Got 3hrs of sleep last night. I had the strangest dream that involved me being homeless and a girl jumping out from behind a dumpster and stabbing my friend to death. It was very strange and unnerving. It was so realistic and the girl just calmly walked by me staring into my eyes. I can still see her facial features even after being up for hrs. The last few times I have quit using I haven't had any heroin dreams but I seem to have an overwhelming number of dreams that involve people killing each other. In Daytona I had dreamed that I was a detective and a serial killer was killing prostitutes in the area. I was going to all the death scenes and handling the bodies. At one point in the dream I began to suspect that I was the serial killer. I woke up only to find that I really wasn't awake but coming to in the dream to find a bloody knife in my hand and a dead girl in front of me. I than jerked awake in my room. These dreams are so realistic that I feel off all day.

I should be getting my car back soon, which is awesome and also a bit scary because I am going to be expected to get a job right away. I don't feel I am ready as I am barely getting any sleep at all yet. I have so much to do.
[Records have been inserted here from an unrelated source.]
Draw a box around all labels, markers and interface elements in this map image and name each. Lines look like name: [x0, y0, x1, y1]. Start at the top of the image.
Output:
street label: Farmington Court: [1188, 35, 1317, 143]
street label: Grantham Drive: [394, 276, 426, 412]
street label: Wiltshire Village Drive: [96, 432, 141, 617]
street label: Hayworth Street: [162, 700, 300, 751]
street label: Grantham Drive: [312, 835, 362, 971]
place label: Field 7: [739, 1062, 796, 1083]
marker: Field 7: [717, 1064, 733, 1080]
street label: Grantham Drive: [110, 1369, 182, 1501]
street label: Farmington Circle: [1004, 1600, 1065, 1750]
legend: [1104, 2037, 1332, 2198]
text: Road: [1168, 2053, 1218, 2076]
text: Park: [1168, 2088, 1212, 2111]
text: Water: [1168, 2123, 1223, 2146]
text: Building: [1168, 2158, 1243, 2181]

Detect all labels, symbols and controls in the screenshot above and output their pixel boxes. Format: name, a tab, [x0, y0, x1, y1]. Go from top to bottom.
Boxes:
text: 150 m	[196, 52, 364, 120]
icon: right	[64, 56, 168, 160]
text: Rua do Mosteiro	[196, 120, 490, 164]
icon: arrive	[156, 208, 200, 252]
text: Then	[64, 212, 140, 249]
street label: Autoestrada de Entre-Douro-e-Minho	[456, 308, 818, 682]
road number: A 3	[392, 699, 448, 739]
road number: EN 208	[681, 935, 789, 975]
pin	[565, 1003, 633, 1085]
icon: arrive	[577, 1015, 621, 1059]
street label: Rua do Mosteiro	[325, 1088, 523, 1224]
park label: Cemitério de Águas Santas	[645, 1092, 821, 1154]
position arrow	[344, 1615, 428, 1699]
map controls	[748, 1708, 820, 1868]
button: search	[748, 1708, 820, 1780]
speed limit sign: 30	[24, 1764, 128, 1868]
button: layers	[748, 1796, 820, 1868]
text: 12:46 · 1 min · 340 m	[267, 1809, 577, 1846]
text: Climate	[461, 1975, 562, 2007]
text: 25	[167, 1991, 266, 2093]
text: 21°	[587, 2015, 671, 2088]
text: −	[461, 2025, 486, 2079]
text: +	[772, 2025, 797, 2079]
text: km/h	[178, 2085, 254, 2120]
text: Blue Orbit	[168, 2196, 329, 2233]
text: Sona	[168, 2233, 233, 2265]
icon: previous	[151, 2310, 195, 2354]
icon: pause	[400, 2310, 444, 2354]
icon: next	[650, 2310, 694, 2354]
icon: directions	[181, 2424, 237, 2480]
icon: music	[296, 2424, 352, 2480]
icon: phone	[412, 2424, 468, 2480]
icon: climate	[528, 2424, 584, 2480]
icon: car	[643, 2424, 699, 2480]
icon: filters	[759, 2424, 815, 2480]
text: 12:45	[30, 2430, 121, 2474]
What little clothes I have are in bags from the halfway house on my floor. They are just thrown in there as a mixture of dirty, clean and donated clothes that I don't even wear, so I need to tackle that situation. Even the small tasks seem a little overwhelming rt. now. Sorry about all the petty bitching. Everything just seems so daunting at the moment. Gotta kick my ass in gear. I am so scattered rt now. I feel braindead. I swear every time I get clean my brain capacity drops dramatically for the first few months. Probably from lack of sleep.

Opiate withdrawal truly does get worse the longer you have been using. I was only using 2 to max 3 days a week and the insomnia is far worse than the heavy kicks that I used to have in my 20's.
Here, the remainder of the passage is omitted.